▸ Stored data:
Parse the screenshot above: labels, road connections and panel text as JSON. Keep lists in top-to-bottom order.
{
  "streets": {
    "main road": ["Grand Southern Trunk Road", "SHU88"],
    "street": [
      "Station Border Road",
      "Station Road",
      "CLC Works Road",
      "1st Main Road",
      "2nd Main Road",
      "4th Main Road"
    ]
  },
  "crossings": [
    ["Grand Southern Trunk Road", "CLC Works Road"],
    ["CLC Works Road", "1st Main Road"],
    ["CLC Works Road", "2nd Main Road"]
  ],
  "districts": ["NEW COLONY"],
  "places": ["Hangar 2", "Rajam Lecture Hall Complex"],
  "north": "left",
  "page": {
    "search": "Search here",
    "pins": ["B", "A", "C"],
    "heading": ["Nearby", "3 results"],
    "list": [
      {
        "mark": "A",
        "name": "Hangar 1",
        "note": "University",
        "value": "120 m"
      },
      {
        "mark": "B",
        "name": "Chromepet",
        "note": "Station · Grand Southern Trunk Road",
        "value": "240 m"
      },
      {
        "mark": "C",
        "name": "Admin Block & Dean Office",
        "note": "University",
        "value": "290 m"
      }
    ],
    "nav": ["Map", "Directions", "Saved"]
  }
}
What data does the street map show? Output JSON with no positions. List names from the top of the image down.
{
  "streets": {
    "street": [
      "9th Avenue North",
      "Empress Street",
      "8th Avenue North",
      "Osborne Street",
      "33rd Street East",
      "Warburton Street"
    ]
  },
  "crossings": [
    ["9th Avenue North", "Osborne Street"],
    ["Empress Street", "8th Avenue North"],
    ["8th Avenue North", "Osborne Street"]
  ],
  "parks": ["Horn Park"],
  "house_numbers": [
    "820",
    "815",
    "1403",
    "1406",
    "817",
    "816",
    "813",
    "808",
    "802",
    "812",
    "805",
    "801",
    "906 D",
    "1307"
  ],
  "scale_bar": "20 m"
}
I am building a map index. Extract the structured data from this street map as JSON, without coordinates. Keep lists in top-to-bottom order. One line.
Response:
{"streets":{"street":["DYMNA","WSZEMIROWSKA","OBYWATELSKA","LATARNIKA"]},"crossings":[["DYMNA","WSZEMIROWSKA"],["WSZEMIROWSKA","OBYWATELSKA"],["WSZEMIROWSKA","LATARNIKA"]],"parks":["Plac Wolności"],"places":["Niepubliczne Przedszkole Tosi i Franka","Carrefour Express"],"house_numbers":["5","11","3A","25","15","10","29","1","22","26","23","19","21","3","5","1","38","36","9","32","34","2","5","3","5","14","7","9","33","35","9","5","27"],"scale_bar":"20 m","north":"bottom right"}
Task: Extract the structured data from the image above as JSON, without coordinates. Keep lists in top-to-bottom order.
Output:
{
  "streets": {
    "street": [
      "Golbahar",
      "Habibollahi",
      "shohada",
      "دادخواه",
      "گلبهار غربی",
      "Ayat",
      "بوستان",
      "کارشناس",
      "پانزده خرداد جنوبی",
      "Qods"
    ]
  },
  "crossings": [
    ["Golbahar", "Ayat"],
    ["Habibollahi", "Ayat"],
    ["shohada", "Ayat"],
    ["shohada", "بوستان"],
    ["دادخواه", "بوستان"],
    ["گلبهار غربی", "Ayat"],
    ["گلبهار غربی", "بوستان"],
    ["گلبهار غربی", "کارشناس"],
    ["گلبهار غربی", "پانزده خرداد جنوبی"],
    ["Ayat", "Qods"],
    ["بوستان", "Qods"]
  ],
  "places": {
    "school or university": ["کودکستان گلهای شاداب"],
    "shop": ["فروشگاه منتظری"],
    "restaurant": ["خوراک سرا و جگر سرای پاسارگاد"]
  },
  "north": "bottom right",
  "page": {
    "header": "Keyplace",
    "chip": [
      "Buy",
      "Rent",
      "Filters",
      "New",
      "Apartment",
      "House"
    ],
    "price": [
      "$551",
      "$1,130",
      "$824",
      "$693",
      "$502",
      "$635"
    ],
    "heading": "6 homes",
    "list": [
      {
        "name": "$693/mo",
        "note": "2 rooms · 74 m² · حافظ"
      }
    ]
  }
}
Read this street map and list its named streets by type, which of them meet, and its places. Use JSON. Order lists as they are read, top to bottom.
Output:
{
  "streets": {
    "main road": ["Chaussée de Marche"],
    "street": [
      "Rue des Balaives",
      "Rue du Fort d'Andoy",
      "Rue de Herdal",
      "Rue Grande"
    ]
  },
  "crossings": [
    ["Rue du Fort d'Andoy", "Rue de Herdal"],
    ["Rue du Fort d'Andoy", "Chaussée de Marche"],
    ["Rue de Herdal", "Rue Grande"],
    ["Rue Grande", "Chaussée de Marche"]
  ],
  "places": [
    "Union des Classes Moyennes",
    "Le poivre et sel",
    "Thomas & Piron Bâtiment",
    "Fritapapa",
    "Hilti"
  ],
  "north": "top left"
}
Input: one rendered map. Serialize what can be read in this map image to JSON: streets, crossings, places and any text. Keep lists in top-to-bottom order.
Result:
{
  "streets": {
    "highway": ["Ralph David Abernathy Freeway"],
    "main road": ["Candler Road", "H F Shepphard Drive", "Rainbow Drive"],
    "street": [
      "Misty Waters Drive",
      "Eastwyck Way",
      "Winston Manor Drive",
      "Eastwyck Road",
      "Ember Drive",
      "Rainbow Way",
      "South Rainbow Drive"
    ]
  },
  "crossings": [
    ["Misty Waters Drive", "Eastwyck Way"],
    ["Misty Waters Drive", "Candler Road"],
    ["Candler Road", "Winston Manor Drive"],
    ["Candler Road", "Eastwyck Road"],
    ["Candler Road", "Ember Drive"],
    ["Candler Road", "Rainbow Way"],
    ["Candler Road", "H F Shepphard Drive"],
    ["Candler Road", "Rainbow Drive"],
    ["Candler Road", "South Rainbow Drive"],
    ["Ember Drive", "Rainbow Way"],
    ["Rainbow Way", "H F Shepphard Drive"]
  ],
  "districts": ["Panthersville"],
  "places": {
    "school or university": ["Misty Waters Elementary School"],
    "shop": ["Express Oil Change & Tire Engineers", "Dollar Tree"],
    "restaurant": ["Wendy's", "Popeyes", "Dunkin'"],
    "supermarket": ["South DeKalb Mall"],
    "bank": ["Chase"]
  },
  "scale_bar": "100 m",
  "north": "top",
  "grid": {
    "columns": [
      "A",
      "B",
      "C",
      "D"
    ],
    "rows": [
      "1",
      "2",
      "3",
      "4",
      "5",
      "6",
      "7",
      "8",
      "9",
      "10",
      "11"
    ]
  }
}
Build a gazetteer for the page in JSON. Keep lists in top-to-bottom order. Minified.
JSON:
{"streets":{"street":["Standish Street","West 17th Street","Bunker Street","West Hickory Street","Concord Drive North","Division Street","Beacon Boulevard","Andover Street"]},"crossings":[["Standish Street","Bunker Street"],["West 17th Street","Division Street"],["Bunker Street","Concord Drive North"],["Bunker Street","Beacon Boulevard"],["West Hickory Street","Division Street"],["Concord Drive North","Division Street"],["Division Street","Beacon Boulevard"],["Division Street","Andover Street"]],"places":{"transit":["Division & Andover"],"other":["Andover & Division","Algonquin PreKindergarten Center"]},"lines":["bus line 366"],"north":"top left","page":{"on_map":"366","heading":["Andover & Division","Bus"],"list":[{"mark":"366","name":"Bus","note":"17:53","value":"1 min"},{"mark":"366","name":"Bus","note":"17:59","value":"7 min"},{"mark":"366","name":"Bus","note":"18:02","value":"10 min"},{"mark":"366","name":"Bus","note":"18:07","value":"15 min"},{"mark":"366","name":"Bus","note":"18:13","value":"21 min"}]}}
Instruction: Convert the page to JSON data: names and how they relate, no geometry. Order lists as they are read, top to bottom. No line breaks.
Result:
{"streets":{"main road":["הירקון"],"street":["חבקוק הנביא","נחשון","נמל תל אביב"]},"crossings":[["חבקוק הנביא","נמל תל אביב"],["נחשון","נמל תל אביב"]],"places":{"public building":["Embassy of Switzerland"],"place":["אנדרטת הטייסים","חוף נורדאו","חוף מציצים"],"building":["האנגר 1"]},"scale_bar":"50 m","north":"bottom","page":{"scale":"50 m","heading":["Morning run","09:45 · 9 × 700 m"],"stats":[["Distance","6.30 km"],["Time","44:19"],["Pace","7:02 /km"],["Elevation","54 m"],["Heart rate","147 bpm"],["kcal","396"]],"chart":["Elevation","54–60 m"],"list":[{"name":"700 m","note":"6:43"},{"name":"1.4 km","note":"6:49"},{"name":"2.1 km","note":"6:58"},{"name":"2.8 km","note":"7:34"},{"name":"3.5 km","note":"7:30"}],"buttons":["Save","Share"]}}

▸ REQUIRED WORK: Pull every line containing "Shepphard" from the entries above and copy it.

▸ RESPONSE BOX:
    "main road": ["Candler Road", "H F Shepphard Drive", "Rainbow Drive"],
    ["Candler Road", "H F Shepphard Drive"],
    ["Rainbow Way", "H F Shepphard Drive"]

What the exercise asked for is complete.